Work item => Produce a character-for-character copy of the data below.

(Stored records)
= = = =
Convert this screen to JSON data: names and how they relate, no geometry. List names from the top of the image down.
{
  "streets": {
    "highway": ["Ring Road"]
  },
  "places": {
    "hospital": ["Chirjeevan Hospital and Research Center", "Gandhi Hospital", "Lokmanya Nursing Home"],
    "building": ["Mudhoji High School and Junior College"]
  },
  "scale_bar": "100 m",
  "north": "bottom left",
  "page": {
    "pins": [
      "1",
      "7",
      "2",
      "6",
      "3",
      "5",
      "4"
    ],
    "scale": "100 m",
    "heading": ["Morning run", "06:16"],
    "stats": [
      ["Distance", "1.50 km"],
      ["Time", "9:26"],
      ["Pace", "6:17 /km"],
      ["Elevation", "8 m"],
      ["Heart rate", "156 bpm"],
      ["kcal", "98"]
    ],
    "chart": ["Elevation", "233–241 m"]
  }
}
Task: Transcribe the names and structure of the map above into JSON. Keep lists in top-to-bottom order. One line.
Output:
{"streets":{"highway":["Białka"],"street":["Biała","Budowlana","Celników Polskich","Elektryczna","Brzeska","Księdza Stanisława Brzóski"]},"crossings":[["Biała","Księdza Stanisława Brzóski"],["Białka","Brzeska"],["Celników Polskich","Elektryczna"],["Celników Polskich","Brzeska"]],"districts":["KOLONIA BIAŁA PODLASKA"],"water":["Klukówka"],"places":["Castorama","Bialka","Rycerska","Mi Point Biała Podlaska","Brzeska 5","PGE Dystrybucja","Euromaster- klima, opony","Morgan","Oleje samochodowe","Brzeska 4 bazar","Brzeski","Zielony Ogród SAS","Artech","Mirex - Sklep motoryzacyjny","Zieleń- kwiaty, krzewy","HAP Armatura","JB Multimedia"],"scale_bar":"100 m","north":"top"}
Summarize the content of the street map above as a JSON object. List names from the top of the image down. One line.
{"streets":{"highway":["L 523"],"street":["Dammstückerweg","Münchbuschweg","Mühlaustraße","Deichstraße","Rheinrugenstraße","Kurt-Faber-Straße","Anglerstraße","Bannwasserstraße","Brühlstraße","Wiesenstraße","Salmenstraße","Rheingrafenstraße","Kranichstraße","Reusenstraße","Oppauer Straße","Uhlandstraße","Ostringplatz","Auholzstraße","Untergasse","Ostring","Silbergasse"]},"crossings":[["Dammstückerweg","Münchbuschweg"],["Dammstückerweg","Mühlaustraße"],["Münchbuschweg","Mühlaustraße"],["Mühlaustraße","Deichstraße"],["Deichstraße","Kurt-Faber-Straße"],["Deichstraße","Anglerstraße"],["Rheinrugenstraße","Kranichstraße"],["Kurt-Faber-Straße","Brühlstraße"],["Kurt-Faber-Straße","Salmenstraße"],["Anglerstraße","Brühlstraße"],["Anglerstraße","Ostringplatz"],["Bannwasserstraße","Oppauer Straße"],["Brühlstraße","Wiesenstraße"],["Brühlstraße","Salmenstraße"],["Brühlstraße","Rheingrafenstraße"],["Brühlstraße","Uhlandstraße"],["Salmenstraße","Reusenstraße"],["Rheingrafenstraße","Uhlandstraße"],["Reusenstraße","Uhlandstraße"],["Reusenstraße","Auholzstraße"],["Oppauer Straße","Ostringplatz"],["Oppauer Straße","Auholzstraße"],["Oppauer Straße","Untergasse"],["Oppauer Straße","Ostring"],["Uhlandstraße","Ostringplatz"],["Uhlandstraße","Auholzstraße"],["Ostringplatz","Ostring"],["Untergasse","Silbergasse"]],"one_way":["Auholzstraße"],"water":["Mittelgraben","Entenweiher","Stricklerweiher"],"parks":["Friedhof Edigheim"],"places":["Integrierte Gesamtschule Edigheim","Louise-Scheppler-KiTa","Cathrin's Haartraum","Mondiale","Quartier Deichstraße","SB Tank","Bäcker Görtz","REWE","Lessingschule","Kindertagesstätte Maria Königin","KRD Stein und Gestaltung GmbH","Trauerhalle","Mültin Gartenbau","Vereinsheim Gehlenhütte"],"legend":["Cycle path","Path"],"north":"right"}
= = = =
Solution for this problem =>
Convert this screen to JSON data: names and how they relate, no geometry. List names from the top of the image down.
{
  "streets": {
    "highway": ["Ring Road"]
  },
  "places": {
    "hospital": ["Chirjeevan Hospital and Research Center", "Gandhi Hospital", "Lokmanya Nursing Home"],
    "building": ["Mudhoji High School and Junior College"]
  },
  "scale_bar": "100 m",
  "north": "bottom left",
  "page": {
    "pins": [
      "1",
      "7",
      "2",
      "6",
      "3",
      "5",
      "4"
    ],
    "scale": "100 m",
    "heading": ["Morning run", "06:16"],
    "stats": [
      ["Distance", "1.50 km"],
      ["Time", "9:26"],
      ["Pace", "6:17 /km"],
      ["Elevation", "8 m"],
      ["Heart rate", "156 bpm"],
      ["kcal", "98"]
    ],
    "chart": ["Elevation", "233–241 m"]
  }
}
Task: Transcribe the names and structure of the map above into JSON. Keep lists in top-to-bottom order. One line.
Output:
{"streets":{"highway":["Białka"],"street":["Biała","Budowlana","Celników Polskich","Elektryczna","Brzeska","Księdza Stanisława Brzóski"]},"crossings":[["Biała","Księdza Stanisława Brzóski"],["Białka","Brzeska"],["Celników Polskich","Elektryczna"],["Celników Polskich","Brzeska"]],"districts":["KOLONIA BIAŁA PODLASKA"],"water":["Klukówka"],"places":["Castorama","Bialka","Rycerska","Mi Point Biała Podlaska","Brzeska 5","PGE Dystrybucja","Euromaster- klima, opony","Morgan","Oleje samochodowe","Brzeska 4 bazar","Brzeski","Zielony Ogród SAS","Artech","Mirex - Sklep motoryzacyjny","Zieleń- kwiaty, krzewy","HAP Armatura","JB Multimedia"],"scale_bar":"100 m","north":"top"}
Summarize the content of the street map above as a JSON object. List names from the top of the image down. One line.
{"streets":{"highway":["L 523"],"street":["Dammstückerweg","Münchbuschweg","Mühlaustraße","Deichstraße","Rheinrugenstraße","Kurt-Faber-Straße","Anglerstraße","Bannwasserstraße","Brühlstraße","Wiesenstraße","Salmenstraße","Rheingrafenstraße","Kranichstraße","Reusenstraße","Oppauer Straße","Uhlandstraße","Ostringplatz","Auholzstraße","Untergasse","Ostring","Silbergasse"]},"crossings":[["Dammstückerweg","Münchbuschweg"],["Dammstückerweg","Mühlaustraße"],["Münchbuschweg","Mühlaustraße"],["Mühlaustraße","Deichstraße"],["Deichstraße","Kurt-Faber-Straße"],["Deichstraße","Anglerstraße"],["Rheinrugenstraße","Kranichstraße"],["Kurt-Faber-Straße","Brühlstraße"],["Kurt-Faber-Straße","Salmenstraße"],["Anglerstraße","Brühlstraße"],["Anglerstraße","Ostringplatz"],["Bannwasserstraße","Oppauer Straße"],["Brühlstraße","Wiesenstraße"],["Brühlstraße","Salmenstraße"],["Brühlstraße","Rheingrafenstraße"],["Brühlstraße","Uhlandstraße"],["Salmenstraße","Reusenstraße"],["Rheingrafenstraße","Uhlandstraße"],["Reusenstraße","Uhlandstraße"],["Reusenstraße","Auholzstraße"],["Oppauer Straße","Ostringplatz"],["Oppauer Straße","Auholzstraße"],["Oppauer Straße","Untergasse"],["Oppauer Straße","Ostring"],["Uhlandstraße","Ostringplatz"],["Uhlandstraße","Auholzstraße"],["Ostringplatz","Ostring"],["Untergasse","Silbergasse"]],"one_way":["Auholzstraße"],"water":["Mittelgraben","Entenweiher","Stricklerweiher"],"parks":["Friedhof Edigheim"],"places":["Integrierte Gesamtschule Edigheim","Louise-Scheppler-KiTa","Cathrin's Haartraum","Mondiale","Quartier Deichstraße","SB Tank","Bäcker Görtz","REWE","Lessingschule","Kindertagesstätte Maria Königin","KRD Stein und Gestaltung GmbH","Trauerhalle","Mültin Gartenbau","Vereinsheim Gehlenhütte"],"legend":["Cycle path","Path"],"north":"right"}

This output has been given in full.